Des solutions existent. En fait, c’est l’addition de solutions qui s’impose devant l’ampleur de la situation. L’enjeu social du logement est trop complexe et multidimensionnel pour être porté par un seul acteur. C’est l’ensemble de la société qui doit être mise à contribution : citoyens, locataires et propriétaires (qu’ils soient privés, communautaires ou institutionnels), organismes communautaires, instances de concertation, institutions, investisseurs, milieu des affaires, acteurs philanthropiques ainsi que tous les ordres de gouvernement. En adoptant une vision systémique avec des objectifs ambitieux basés sur des indicateurs communs de réussite, nous pourrons et devrons réussir.

Pour ce faire, tous les acteurs sont invités, en fonction de leurs expertises et responsabilités, à s’inscrire en cohérence avec cinq leviers d’actions en commençant par celui concernant les données.

Il fait consensus dans les milieux universitaires et auprès des acteurs concernés qu’il est difficile d’avoir un portrait juste et complet de la situation, avec toutes les nuances nécessaires. Les données disponibles ne sont pas regroupées et partagées et sont souvent incomplètes lorsqu’elles ne sont pas carrément désuètes. Si la formule captant le revenu résiduel des ménages présenté par Centraide lundi est un nouvel outil permettant annuellement de mieux saisir le nombre de ménages touchés par un déficit mensuel, il est essentiel d’accompagner cet indicateur d’une plateforme de données partagées favorisant la mise en œuvre de mécanismes de suivi des actions.

Comme deuxième et troisième leviers d’action, le développement et le maintien de logements adéquats et peu dispendieux demanderont de sortir du paradigme historique. Pour donner une idée générale du besoin, il faut savoir qu’une moyenne annuelle de 1400 logements subventionnés ont été ajoutés dans le Grand Montréal depuis 1995. Ainsi, l’offre de logements subventionnés s’est maintenue à un taux inférieur à 5 % du parc résidentiel. En comparaison, la part moyenne de logements subventionnés dans les pays de l’Organisation de coopération et de développement économiques (OCDE) est de 7 %. Par conséquent, pour rattraper notre retard collectif sur l’OCDE d’ici 2030, il faut ajouter 36 000 nouveaux logements subventionnés dont une part importante doit être consacrée aux logements sociaux et communautaires permettant ainsi le développement d’un parc immobilier durablement abordable pour les prochaines générations. Pour y parvenir, il faut donc multiplier par 3,6 notre effort moyen annuel des 20 dernières années. C’est un objectif certainement ambitieux, mais essentiel pour répondre à la réalité de milliers de ménages du Grand Montréal.
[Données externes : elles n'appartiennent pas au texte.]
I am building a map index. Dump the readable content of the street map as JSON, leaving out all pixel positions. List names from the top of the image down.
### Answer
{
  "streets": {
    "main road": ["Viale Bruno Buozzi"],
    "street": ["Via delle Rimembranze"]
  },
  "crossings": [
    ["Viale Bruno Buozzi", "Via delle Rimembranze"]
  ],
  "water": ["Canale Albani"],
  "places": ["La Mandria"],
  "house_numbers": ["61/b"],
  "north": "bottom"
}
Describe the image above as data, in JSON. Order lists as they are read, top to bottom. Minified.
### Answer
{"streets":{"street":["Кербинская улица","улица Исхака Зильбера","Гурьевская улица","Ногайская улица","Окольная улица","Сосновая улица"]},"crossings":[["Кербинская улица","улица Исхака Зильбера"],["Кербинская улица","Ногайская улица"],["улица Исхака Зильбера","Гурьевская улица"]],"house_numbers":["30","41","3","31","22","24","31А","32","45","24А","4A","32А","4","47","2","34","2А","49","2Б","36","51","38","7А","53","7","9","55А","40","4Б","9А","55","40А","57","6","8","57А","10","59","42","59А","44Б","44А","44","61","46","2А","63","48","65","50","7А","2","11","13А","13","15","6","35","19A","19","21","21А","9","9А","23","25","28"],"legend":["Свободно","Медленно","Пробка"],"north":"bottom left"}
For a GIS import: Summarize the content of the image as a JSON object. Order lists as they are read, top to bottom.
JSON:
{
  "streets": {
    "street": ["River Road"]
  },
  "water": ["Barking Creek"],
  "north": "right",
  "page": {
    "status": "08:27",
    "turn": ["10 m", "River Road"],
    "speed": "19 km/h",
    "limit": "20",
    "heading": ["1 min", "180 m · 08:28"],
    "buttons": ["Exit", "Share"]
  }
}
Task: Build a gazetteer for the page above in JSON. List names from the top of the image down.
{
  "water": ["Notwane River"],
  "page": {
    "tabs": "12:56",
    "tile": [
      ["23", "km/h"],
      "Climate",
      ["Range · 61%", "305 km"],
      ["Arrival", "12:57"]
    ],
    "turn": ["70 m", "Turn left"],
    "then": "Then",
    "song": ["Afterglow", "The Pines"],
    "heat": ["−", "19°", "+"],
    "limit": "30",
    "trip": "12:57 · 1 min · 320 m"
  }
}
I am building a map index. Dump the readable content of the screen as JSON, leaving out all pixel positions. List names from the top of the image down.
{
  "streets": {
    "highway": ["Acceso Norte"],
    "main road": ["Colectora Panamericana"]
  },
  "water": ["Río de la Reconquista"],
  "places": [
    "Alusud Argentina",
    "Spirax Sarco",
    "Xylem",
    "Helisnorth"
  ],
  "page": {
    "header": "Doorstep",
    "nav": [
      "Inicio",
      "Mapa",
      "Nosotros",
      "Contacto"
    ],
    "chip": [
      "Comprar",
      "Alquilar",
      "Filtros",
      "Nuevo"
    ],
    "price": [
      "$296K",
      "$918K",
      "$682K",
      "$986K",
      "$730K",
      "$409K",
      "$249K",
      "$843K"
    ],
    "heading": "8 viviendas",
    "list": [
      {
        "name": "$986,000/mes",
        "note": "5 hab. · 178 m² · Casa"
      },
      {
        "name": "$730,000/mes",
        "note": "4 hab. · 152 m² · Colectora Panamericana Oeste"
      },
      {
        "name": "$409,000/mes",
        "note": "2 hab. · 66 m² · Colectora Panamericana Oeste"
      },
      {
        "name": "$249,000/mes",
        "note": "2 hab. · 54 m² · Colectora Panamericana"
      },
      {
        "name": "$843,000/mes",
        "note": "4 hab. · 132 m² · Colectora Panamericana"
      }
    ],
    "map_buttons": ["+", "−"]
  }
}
Pour leur part, les quatrième et cinquième leviers d’actions, soit celui des droits et de l’accès à la justice ainsi que celui du soutien communautaire, nous obligent à sortir de la logique habituelle. La crise qui sévit n’est pas qu’un enjeu de logements à conserver et construire, il s’agit d’une crise à visage humain. L’accompagnement des personnes en situation de vulnérabilité fait partie de l’adéquation.

C’est en repoussant les barrières de la collaboration, en regardant vers l’avant avec humilité et responsabilité et, surtout, en osant des initiatives audacieuses et durables que nous arriverons à construire une société où le droit au logement est une réalité pour tous. L’impulsion et la volonté des divers partenaires à s’engager n’ont jamais été aussi manifestes. Plus que jamais, il faut agir ensemble pour le logement.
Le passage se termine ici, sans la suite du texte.